Taverna Águia cinzenta. Mazdek aguarda numa mesa num canto escuro comendo um volumoso prato. Azamur junta-se a ele.

Mazdek explica o fato de que precisa de um pequeno serviço, que um amigo de um amigo dele que é de fora da cidade lhe pediu. Mas precisa ser uma coisa "extra oficial" algo que fique longe do uniforme da guarda vermelha e seus membros. Precisa ser feita por alguém de fora. Mazdek pede que Azamur capture, sem matar Iago, descrito como um ladrão comum, que deve algo a um amigo seu. Mazdek dá a localização de Iago segundo o que o informante lhe passou, e pede que execute o serviço imediatamente.

Mazdek se retira devolvendo-lhe as espadas e dizendo que os guardas lhe fornecerão um cavalo na saída da cidade.

***

Nos aredores da cidade, Turgon se aproxima de uma pequena propriedade rural. Conversa com o filho do Vilão local, arrendatário da terra. Fala sobre Shaades, e descobre que os agricultores são simpatizantes da religião.
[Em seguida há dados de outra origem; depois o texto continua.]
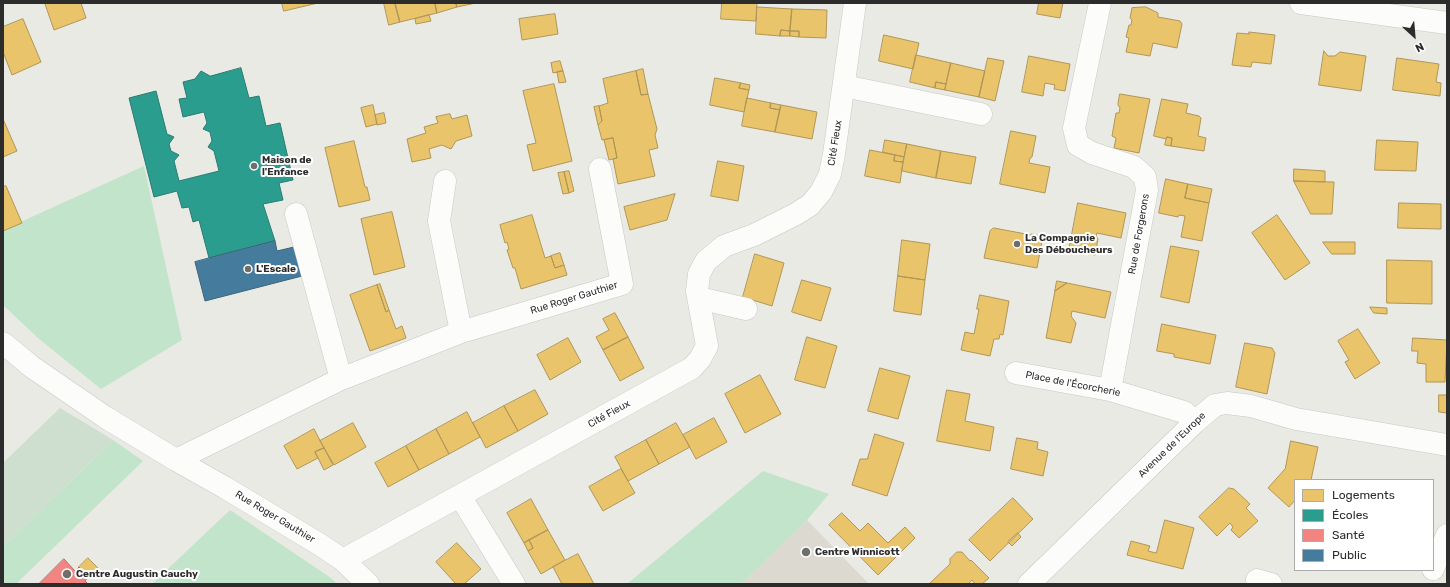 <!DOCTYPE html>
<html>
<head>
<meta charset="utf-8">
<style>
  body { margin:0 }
  #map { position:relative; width:1450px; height:587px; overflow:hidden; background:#e8eae3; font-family:Rubik,sans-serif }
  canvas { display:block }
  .frame { position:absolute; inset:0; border:4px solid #2c2c2c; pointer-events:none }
  .legend { position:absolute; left:1294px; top:479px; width:140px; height:92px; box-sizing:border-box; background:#fff; border:1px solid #ababab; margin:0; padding:5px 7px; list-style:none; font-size:12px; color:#2c2c2c }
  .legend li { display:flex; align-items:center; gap:8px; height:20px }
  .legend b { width:20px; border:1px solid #ababab }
  .north { position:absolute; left:1394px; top:16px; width:40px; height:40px; -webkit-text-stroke:3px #fff; paint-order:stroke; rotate:154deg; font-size:11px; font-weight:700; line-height:16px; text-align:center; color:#2c2c2c }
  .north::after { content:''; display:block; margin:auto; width:14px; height:18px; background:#2c2c2c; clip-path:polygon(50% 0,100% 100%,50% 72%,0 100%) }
</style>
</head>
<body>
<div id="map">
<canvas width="1450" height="587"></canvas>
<div class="frame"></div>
<ul class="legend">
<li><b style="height:11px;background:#e9c46a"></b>Logements</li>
<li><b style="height:11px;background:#2a9d8f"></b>Écoles</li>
<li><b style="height:11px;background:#f28482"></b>Santé</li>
<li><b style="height:11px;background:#457b9d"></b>Public</li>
</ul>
<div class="north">N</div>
</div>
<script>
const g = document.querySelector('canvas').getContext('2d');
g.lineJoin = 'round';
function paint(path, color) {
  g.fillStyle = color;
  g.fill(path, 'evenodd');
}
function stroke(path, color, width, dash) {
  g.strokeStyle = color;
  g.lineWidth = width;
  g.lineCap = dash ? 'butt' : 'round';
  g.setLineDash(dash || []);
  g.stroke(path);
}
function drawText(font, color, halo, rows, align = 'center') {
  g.font = font + ' Rubik,sans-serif';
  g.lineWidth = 4;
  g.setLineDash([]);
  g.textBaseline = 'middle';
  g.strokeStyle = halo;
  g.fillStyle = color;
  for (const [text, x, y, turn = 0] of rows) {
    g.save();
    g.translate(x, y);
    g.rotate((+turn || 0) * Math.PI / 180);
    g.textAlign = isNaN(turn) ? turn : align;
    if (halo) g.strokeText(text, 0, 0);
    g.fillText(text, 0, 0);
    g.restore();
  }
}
paint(new Path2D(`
  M807,520L869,584H741Z`), '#dcd9d0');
paint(new Path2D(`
  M144,166L182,340L101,389L38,338L3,305V230Z
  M113,440L143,461L16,584H3V547Z
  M763,471L829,494L807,520L741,584H627Z
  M230,510L331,578L337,584H152Z`), '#c1e4ca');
paint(new Path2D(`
  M60,408L113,440L3,547V463Z`), '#cedecf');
const homes = new Path2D(`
  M48,3H81L86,18L54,30L45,4Z
  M282,3H318L284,11Z
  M384,3H395L400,22L389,25Z
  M395,3H435L437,13L400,22Z
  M435,3H456L457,7L437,13Z
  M456,3H476L457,7Z
  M722,3H757L756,21L721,19Z
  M1039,3H1063L1060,18L1037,14Z
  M757,7L792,9L790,31L781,30L780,36L756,34Z
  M1146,7L1158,13V17L1180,21L1182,24L1177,48L1153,43L1150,56L1126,52L1129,38L1126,37L1129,25H1131L1132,20L1130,18L1132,8Z
  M792,9L827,10L826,38L799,37V31H790Z
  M555,14L558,34L522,40L519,19Z
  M429,15L431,21L416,24L415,19Z
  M23,19L41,62L12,75L3,52V27Z
  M781,30L790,31V36H780Z
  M790,31H799V37L790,36Z
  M1249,32L1275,35L1271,64L1252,62L1251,67L1232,65L1237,33L1249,34Z
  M884,35L919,43L913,69L879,61Z
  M1324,51L1328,56H1335L1340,52L1366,56L1361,91L1319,85Z
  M916,55L951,63L946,84L936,82L935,88L910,82Z
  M1029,56L1070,64L1065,91L1054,89L1055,85L1045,83L1043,96L1022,92Z
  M988,58L1004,61L995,101L979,97Z
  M1397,58L1439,64L1436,82L1441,83L1440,96L1393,90Z
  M560,61L563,71L553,73L551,63Z
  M951,63L985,71L979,97L945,90Z
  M643,69L648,94L641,95L636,71Z
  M563,71L566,82L559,83L557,72Z
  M636,71L641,95L648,94L657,129L655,135L658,148L649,150L655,176L618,184L613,159L617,158L613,138L602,140L598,125L602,121L599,106L608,103L603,79Z
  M715,78L741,83L739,88L749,90L744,112L710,105Z
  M936,82L946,84L945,90L935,88Z
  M741,83L750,85L749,90L739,88Z
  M554,84L572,161L533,171L527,145L536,143L523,91Z
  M1120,94L1150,99L1139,153L1114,148L1116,138L1112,136L1116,113H1119L1120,108L1118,105Z
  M747,98L771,103L770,108L780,110L775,132L742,126Z
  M1162,99L1188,104L1186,113L1199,116L1201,118L1198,136L1206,138L1204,151L1171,146L1172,138L1167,137L1166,139L1154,136Z
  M771,103L781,105L780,110L770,108Z
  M373,105L377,124L366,127L361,108Z
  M781,105L817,112L812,139L775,132Z
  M599,106L602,121L598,125L594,107Z
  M384,113L386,123L377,125L375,115Z
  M450,114L452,119L467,115L472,136L456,141L451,149L442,145L429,149L431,158L412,162L407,139L426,133L424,127L438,123L436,117Z
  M3,119L17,151L3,157Z
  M1011,131L1036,136L1032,157L1030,158L1029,163L1050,167L1045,193L1000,184Z
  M1167,137L1172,138L1171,146L1165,145Z
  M613,138L617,158L609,160L604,140Z
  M885,140L907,144L904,157L883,152Z
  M1377,140L1418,142L1416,171L1375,170Z
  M354,141L365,187H367L370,200L339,207L325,148Z
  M907,144L941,151L936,178L902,171Z
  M870,150L895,155L894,161L903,162L900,183L865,176Z
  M941,151L976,157L971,184L936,178Z
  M895,155L904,157L903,162L894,161Z
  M718,161L744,166L738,201L711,196Z
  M1294,169L1325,171V182L1294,181Z
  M569,171L574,191L569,193L564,172Z
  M564,172L569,193L563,194L558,173Z
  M1166,179L1188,184L1185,198L1209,203L1202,241L1181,237L1185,216L1179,215L1178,217L1159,213Z
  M1294,181L1334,182L1332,214H1311Z
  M1188,184L1212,189L1209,203L1185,198Z
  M6,186L22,223L3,231V187Z
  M675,194L667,220L630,230L624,207Z
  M1078,203L1126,213L1121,238L1097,233L1096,236L1098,239L1095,255L1069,250Z
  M1399,203L1441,204V229L1398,228Z
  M392,212L405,267L374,275L361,219Z
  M532,215L545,258L551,256L555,268L564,265L567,275L521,289L515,268H513L507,250L509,249L507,242L505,243L500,225Z
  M1277,215L1310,263L1285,280L1252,233Z
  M994,228L1031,235V234L1043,236L1037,268L984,258L990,231Z
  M902,240L930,244L925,280L898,276Z
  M1323,242H1355V254H1332Z
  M1171,246L1199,251L1189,303L1161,297Z
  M560,253L564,265L555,268L551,256Z
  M755,254L784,263L772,306L743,297Z
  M1387,260L1432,261V304L1387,303Z
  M898,276L925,280L921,315L894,311Z
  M802,280L831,288L821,321L792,312Z
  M1057,281L1067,283L1055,291Z
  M1067,283L1111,292L1105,318L1072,311L1071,316L1076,323L1071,343L1046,338L1055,291Z
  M380,284L389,310L386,312L377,285Z
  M377,285L386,312L389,310L396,329L402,326L406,338L370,351L350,295Z
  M980,295L1009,301L1003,335L1000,334L999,339H994L990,356L961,350L965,332L974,334L979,309H977Z
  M1370,307L1387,308V314L1374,313Z
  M615,313L628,337L603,350L596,337L609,330L603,319Z
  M1162,324L1216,335L1210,364L1174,357V354L1157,351Z
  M1358,329L1380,363L1355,379L1345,362L1349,360L1338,341Z
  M628,337L644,368L620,381L603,350Z
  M807,337L837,346L825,388L795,380Z
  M568,338L581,362L550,380L537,355Z
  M1413,338L1447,340L1445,382H1426V364L1417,363L1418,351H1412Z
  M1245,343L1272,348L1275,353L1267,394L1236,387Z
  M880,368L910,376L898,419L868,411Z
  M760,375L781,414L745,433L725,394Z
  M535,390L548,414L518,431L504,406Z
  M947,390L970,394L965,421L994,427L990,451L937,441Z
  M1439,395H1447V413L1439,412Z
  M504,406L518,431L486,448L473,423Z
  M467,412L480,437L449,454L436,429Z
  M714,418L727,442L696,459L683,435Z
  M353,423L366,447L334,465L320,441Z
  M676,423L690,447L659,464L646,440Z
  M314,429L324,448L315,452L318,458L297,469L284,446Z
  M436,429L449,454L419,470L406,446Z
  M875,434L904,443L887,496L852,485L860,459H867Z
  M1017,438L1038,442L1037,449L1048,452L1043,476L1011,469Z
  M646,440L659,464L628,481L615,457Z
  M1291,441L1318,447L1311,480H1295V500L1289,507L1268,488L1285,469Z
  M406,446L419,470L388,487L375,463Z
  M324,448L333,465L324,470L315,452Z
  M621,469L635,493L603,511L589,487Z
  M1229,488L1234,489L1250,504L1246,508L1258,521L1239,538L1231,530L1233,527L1230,523L1217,536L1199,517Z
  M1013,498L1033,519L990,561L969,540Z
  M531,499L548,530L524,543L507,513Z
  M842,513L860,531L868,523L888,543L905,527L915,538L878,575L829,525Z
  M1165,520L1194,528L1183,569L1127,555L1131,541L1150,546L1148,551L1156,553Z
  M548,530L565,560L541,574L528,551L533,548L529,540Z
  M1018,533L1021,537L1012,546L1008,542Z
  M529,540L533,548L528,551L524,543Z
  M457,543L481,569L464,584H456L436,562Z
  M957,552H962L970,561L971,560L989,578L982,584H975L972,580L968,584H929L950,564V559Z
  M578,554L594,584H562L553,567Z
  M88,558L98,568L88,577L79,567Z`);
paint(homes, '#e9c46a');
stroke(homes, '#b09657', 1);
const schools = new Path2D(`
  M241,68L249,98L259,96L266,126L280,123L293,180L279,183L283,200L263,204L275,241L209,258L199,220L193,222L189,207L182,208L177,191L154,197L129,98L156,91L167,134L174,137L169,144L171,151L179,155L174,161L179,181L219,171L214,151L208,147L212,141L210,132L203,129L207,123L204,112L183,117L179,99L187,98L183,82L195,79L201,71L210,76Z`);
paint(schools, '#2a9d8f');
stroke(schools, '#2b7b71', 1);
const health = new Path2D(`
  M64,559L75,571L79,567L88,577L85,581L88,584H39Z`);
paint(health, '#f28482');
stroke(health, '#b76a68', 1);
const public = new Path2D(`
  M275,241L277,251L294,247L302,276L205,301L195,262Z`);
paint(public, '#457b9d');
stroke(public, '#3e637b', 1);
const minor = new Path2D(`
  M1100,3L1074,128L1078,145L1092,153L1134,167L1145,177L1147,190L1110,390
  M844,86L981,114
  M445,181L439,221L461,332
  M296,214L341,379
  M699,298L746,309
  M3,343L32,367L105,417L176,460L224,487L319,544L343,560L368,584
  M1016,373L1110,390L1184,412L1195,422
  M176,460L341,379L461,332L622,284L600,169
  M460,496L514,584
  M343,560L692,368L700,359L707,346L697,291L699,274L706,261L724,246L754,235L796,214L810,205L821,192L830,174L834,154L855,3
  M1433,569L1447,535
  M1257,580L1271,584
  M1029,584L1195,422L1215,405L1227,403L1251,406L1296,419L1447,445`);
const tertiary = new Path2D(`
  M1301,3L1447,23`);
stroke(minor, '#c8c8c6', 23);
stroke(tertiary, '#c8c8c6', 23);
stroke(minor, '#fcfcfb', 22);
stroke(tertiary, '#fcfcfb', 22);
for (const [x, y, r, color] of [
  [254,166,4,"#6e6e6c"],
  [1017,244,4,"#6e6e6c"],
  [248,269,4,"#6e6e6c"],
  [806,552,5,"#6e6e6c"],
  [67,574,5,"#6e6e6c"]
]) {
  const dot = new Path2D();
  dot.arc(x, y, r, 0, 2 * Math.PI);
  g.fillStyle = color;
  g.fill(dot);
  stroke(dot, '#fff', 1.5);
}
drawText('10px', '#2c2c2c', '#fff', [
  ["Cité Fieux",835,143,-81],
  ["Rue de Forgerons",1139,234,-80],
  ["Rue Roger Gauthier",574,298,-17],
  ["Place de l'Écorcherie",1073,384,11],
  ["Cité Fieux",609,414,-29],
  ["Avenue de l'Europe",1172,445,-44],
  ["Rue Roger Gauthier",275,517,31]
]);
drawText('bold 10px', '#2c2c2c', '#fff', [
  ["Maison de",262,160],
  ["l'Enfance",262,172],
  ["La Compagnie",1025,238],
  ["Des Déboucheurs",1025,250],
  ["L'Escale",256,269],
  ["Centre Winnicott",815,552],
  ["Centre Augustin Cauchy",76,574]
], 'left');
</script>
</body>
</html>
Consegue marcar uma reunião com o Mestre Vilão, ao jantar, naquele mesmo local, para conversar sobre Shaades.

Após passar pelo mercado e comprar suprimentos, dirige-se para fora da cidade, levando alimentos para os elfos que deixara escondidos nos rochedos, nos arredores da cidade.

Capítulo 3
Caminhos se cruzam
Iago segue pela estrada abandonada que sai pelo portão leste, e desaparece após um pequeno riacho que a cruza. A casa de seu tio fica alguns morros a seguir, vigiada por cães, segundo a taverneira, Degunda.

Azamur aguarda atrás de moitas e com uma corda a chegada de seu alvo.

Turgon leva mantimentos para os elfos escondidos nos rochedos. Encontra um cão (certamente um animal domesticado) brincando com uma criança. O animal logo foge para as colinas. Turgon reconforta os elfos e lhes dá alimento, dizendo que logo encontrará um lugar para eles se instalarem. Ele sai e segue a direção do cão, para descobrir de onde ele vem.

Iago passa pela armadilha de Azamur, mas logo percebe o golpe, e fica de sobreaviso. Azamur perde o elemento surpresa e resolve persegui o elfo em seu cavalo. o elfo corre o máximo que pode e ruma para algumas rochas, a fim de se esconder. É muito tarde Azamur o persegue de perto.

Iago pula nas rochas e é perseguido por Azamur, ambos saltam até o seu topo, mas por fim Azamur consegue desarmar Iago e o imobilizar com um golpe na barriga. Turgon que ia atrás do cão observa o confronto, percebendo que ele conhece um dos envolvidos. Turgon se aproxima.

Azamur amarra o elfo em seu cavalo, mas Turgon percebe que se trata de Iago e pretende intervir.

Os dois discutem, Azamur não pretende libertá-lo, pois acredita ser apenas um ladrão, pagando por seus crimes.

Repentinamente eles são interrompidos por três homens a cavalo. Azamur os reconhece, são guardas da guarda vermelha, mas não trajam suas fardas.

Eles o saúdam por cumprir o objetivo, e o convidam a levar o prisioneiro até o local combinado a fim de terminar o serviço.

Um dos guardas percebe uma criança elfa saindo de traz das pedras, e questiona o que era aquilo.

Turgon, sem pensar duas vezes lança sua maça de ferro sobre o guarda, temendo a segurança dos elfos. Logo atordoa o primeiro e os demais saem para batalha. Azamur, que estava em dúvida acaba tomando partido de Turgon, e Começa a castigar violentamente os guardas, junto com Iago que se solta. No fim, Turgon acaba matando um dos guardas e outros dois ficam desarmados.

O chefe do grupo alerta Azamur:

- Você não sabe com quem está se metendo.

Azamur responde com um chute na face do guarda caído. Por fim os dois são amarrados.

Depois do combate fica o dilema moral. Azamur fica em dúvida se fez a coisa certa ao agir contra seus contratantes, e tem certeza que agora será alvo de toda a guarda da cidade. Turgon acaba matando um guarda, o que não é de sua índole. Os dois ficam um tanto quanto confusos com relação a o que fazer.

Enquanto os dois discutem seus dilemas, Iago desaparece nas sombras sem que qualquer um dos dois possa notar.